LPS, a key component of the outer membrane of Gram-negative bacteria, is a potent modulator of innate immunity. Structurally, it is comprised of lipid A, core oligosaccharides, and extended polysaccharides (O antigens) (115). Recognized by the intricate TLR4-MD-2 complex, LPS can instigate an inflammatory response within the GM and associated lymphoid tissues (116). Following an IS, LPS can enter the brain via the bloodstream, through compromised gut and BBB. This promotes the transformation of astrocytes into the A1 subtype, while inhibiting their transformation into the A2 subtype (117). Notably, folic acid can mitigate LPS synthesis (118), providing relief from LPS-induced cognitive impairments and modulating post-injury inflammatory responses (119).
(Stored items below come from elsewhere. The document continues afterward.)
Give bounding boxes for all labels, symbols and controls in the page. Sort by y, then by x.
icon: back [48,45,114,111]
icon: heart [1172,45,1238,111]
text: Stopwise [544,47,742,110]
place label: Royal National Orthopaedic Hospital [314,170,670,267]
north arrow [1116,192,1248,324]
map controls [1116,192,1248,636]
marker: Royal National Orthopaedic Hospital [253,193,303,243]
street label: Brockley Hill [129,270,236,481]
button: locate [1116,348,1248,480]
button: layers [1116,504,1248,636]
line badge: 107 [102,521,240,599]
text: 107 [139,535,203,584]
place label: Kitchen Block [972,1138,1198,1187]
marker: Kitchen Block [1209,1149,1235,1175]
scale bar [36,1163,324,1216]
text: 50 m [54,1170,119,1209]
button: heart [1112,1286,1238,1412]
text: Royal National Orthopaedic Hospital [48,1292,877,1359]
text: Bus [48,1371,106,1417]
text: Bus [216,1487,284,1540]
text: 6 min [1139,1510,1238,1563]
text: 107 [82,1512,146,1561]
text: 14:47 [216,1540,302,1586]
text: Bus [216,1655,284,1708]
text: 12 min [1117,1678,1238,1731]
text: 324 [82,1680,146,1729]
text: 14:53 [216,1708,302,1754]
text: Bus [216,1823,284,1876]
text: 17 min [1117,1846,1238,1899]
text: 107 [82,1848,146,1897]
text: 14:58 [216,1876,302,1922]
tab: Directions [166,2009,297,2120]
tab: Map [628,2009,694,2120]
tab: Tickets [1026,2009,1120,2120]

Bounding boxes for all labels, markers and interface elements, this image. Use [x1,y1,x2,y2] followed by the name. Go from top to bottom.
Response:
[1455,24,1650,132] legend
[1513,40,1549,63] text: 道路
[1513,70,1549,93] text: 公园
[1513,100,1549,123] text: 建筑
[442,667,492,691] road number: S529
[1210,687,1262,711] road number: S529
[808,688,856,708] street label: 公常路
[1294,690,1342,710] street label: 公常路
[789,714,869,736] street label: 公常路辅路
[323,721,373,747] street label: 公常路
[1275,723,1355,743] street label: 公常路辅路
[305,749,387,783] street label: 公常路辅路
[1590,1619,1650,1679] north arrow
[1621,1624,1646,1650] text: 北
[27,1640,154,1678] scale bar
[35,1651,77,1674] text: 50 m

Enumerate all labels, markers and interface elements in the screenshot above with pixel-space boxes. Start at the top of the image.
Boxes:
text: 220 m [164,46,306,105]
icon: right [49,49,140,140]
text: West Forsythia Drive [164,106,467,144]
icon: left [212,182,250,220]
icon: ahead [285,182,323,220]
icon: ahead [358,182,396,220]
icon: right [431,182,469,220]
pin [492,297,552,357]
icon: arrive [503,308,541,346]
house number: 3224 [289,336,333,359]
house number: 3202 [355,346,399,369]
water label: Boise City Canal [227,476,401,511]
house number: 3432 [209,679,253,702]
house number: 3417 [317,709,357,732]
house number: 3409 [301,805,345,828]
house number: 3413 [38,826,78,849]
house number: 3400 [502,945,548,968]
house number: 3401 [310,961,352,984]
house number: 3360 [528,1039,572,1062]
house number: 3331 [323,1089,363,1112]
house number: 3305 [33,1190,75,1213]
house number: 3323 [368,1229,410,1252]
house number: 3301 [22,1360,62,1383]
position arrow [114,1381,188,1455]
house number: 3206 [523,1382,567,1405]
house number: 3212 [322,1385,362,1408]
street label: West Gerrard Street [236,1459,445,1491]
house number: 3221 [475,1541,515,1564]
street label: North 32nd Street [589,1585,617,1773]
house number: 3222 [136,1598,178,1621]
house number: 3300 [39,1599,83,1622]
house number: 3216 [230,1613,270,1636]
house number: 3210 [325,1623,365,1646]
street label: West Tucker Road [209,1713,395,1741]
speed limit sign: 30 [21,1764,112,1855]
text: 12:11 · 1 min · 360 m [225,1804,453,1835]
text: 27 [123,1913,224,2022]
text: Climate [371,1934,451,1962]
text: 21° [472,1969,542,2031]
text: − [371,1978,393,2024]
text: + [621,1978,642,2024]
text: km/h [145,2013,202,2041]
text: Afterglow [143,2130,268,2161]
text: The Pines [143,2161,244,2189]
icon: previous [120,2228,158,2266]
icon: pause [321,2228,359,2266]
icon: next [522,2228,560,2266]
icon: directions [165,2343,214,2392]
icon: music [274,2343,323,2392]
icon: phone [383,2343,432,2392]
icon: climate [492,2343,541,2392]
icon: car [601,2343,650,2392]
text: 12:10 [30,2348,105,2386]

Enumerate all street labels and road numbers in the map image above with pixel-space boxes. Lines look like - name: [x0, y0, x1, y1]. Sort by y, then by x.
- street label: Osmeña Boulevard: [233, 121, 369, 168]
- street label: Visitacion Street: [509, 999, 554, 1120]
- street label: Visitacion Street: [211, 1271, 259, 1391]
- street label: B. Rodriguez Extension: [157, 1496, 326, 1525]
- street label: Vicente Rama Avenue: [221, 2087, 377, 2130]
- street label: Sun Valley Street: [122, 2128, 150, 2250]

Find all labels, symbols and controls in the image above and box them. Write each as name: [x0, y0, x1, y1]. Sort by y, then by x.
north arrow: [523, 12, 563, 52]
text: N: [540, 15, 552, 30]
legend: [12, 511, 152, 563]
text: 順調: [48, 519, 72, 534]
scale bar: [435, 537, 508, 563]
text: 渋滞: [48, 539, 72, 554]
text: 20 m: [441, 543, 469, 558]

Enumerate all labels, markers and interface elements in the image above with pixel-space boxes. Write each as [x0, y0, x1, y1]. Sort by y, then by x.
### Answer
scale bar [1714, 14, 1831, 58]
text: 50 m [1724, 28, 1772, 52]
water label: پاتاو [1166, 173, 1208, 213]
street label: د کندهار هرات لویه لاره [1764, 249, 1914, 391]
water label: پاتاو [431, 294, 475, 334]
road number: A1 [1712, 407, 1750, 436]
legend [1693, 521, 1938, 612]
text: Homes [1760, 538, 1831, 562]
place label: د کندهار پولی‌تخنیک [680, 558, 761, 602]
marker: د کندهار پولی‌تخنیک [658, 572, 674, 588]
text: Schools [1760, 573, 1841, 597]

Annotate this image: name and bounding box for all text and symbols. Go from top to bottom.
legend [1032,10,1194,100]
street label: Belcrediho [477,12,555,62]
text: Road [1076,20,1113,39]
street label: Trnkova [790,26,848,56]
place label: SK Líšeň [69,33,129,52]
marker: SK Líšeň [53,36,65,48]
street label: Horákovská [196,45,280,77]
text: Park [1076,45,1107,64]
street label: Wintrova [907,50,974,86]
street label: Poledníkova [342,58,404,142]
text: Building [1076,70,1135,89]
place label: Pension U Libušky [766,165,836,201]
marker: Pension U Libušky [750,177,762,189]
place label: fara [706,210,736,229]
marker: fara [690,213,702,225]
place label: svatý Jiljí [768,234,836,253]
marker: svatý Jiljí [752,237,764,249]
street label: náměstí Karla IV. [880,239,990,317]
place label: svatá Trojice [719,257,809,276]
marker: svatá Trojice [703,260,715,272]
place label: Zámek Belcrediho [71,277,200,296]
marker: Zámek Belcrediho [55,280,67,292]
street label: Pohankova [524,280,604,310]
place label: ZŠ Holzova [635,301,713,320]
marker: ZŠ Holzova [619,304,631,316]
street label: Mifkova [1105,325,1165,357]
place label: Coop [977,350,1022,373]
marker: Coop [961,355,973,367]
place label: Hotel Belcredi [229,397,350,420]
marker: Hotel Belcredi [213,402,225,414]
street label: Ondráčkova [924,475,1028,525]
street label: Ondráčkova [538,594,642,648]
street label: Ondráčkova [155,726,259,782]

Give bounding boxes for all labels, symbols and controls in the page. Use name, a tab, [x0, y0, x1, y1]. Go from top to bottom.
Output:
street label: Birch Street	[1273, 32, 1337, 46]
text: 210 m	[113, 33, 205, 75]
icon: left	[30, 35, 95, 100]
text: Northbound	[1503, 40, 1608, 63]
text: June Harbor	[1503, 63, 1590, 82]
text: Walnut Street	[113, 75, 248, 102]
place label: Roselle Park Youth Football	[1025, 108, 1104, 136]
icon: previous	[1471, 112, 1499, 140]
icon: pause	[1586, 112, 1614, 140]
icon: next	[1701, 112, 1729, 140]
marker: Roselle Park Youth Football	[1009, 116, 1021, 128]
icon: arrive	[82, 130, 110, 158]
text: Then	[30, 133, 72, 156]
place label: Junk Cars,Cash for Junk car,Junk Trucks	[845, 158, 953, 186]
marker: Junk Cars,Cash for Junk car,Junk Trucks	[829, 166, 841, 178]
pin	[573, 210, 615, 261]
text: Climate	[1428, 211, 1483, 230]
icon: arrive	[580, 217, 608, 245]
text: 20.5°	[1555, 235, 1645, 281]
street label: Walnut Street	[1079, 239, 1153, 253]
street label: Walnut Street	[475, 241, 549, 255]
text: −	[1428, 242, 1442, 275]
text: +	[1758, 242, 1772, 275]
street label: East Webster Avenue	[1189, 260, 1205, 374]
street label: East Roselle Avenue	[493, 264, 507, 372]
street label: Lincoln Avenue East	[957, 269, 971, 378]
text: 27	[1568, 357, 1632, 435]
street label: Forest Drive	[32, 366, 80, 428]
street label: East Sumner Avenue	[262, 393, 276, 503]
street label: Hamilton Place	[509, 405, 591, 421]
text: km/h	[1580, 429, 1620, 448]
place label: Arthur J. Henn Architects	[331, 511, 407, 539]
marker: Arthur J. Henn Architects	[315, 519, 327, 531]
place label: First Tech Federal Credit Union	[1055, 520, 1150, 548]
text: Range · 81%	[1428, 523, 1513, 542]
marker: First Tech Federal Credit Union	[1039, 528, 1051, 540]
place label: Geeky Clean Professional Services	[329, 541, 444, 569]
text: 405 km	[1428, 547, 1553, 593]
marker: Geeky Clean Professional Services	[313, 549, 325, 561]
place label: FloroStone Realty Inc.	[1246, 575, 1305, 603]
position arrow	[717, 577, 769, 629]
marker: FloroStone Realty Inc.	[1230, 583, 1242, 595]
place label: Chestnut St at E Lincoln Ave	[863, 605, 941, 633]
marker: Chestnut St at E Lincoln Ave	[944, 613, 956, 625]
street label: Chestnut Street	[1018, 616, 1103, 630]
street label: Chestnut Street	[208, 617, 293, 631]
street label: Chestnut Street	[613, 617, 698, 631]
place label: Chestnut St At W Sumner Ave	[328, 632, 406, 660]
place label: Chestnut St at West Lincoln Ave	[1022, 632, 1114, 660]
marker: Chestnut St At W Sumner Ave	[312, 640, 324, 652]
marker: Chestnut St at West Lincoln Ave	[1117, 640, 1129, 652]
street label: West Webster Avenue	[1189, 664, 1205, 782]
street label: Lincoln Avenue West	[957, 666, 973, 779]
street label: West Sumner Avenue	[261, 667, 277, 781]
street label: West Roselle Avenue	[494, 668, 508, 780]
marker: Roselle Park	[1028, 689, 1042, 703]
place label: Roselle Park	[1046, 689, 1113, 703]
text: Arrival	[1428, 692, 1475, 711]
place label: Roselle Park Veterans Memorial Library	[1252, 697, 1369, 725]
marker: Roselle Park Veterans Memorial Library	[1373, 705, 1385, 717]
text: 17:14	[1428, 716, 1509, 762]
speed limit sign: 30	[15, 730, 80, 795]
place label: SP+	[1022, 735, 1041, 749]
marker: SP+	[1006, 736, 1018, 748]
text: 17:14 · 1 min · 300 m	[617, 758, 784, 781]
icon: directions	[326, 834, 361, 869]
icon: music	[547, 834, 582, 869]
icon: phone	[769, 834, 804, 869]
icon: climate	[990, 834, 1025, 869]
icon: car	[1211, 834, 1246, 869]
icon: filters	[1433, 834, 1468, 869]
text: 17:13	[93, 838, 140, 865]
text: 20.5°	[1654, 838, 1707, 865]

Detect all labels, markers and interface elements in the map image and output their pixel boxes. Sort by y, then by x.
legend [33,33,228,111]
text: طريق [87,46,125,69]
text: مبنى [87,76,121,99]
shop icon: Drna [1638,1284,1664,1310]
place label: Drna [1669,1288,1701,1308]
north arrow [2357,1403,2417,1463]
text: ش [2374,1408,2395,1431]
5-Hydroxytryptamine (5-HT), a pivotal monoamine neurotransmitter, facilitates communication between nerve cells in both central and peripheral nervous systems. Selective serotonin reuptake inhibitors (SSRIs) have demonstrated efficacy in treating post-stroke depression (PSD) (120). The onset of PSD might be attributed to diminished neurotransmission owing to damage to the mood-regulating frontal/temporal-basal ganglia-ventral brainstem loop and interruptions in 5-HTergic neurons and pathways. This damage, in turn, compromises neurotransmitter synthesis (121). Notably, 5-HT's precursor is the essential amino acid tryptophan, and a staggering 90% of the body's 5-HT is localized within the GI tract cells (122). Intriguingly, there is a positive feedback mechanism between GI-produced 5-HT and NLRP3, with excessive 5-HT amplifying the activation of NLRP3 inflammatory vesicles (123). NLRP3 is implicated in triggering inflammatory signaling cascades and exacerbating neuronal damage (124).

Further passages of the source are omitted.